The TT is a simple tool for prescribing exercise intensity. It is effective not only during incremental exercise for identifying the VO2 at VT1 [8, 30] but also for defining training intensity domains during steady-state exercise. The present study suggests that a simple submaximal evaluation, based on TT responses during incremental exercise, can define the workload necessary to provoke appropriate training intensities. The findings indicate that the intensity associated with the LP-1 stage of the TT may be suitable for steady-state exercise at an intensity below VT1. The LP-1 intensity consistently and reliably predicts an exercise intensity within the moderate-intensity domain during steady-state exercise across multiple groups of exercisers. These findings suggest consistency of response to exercise ranging from patients and fitness participants to recreational athletes and even elite athletes.

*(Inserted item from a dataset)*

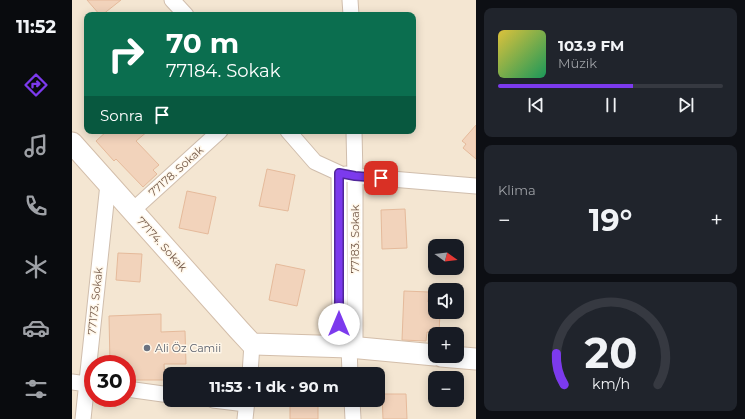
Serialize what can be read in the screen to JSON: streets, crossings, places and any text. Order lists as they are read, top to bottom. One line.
{"streets":{"main road":["77174. Sokak"],"street":["77178. Sokak","77183. Sokak","77173. Sokak"]},"crossings":[["77178. Sokak","77174. Sokak"],["77174. Sokak","77173. Sokak"]],"places":["Ali Öz Camii"],"north":"right","page":{"tabs":"11:52","turn":["70 m","77184. Sokak"],"song":["103.9 FM","Müzik"],"then":"Sonra","tile":"Klima","heat":["−","19°","+"],"map_buttons":["+","−"],"limit":"30","trip":"11:53 · 1 dk · 90 m","gauge":["20","km/h"]}}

Using the TT to monitor responses at the LP-1 intensity can help maintain a training load without overloading the cardiovascular system, which is particularly important for individuals with chronic conditions or sedentary populations. Moreover, the TT can be applied to prescribe exercise intensity for endurance training, helping athletes or fitness enthusiasts optimise their training loads by ensuring they perform within the moderate-intensity domain without risking overtraining. Further, the results align with the advice given to mountaineers, originally attributed to John Grayson in the 1930s [32], which advocates, “climb no faster than you can talk”.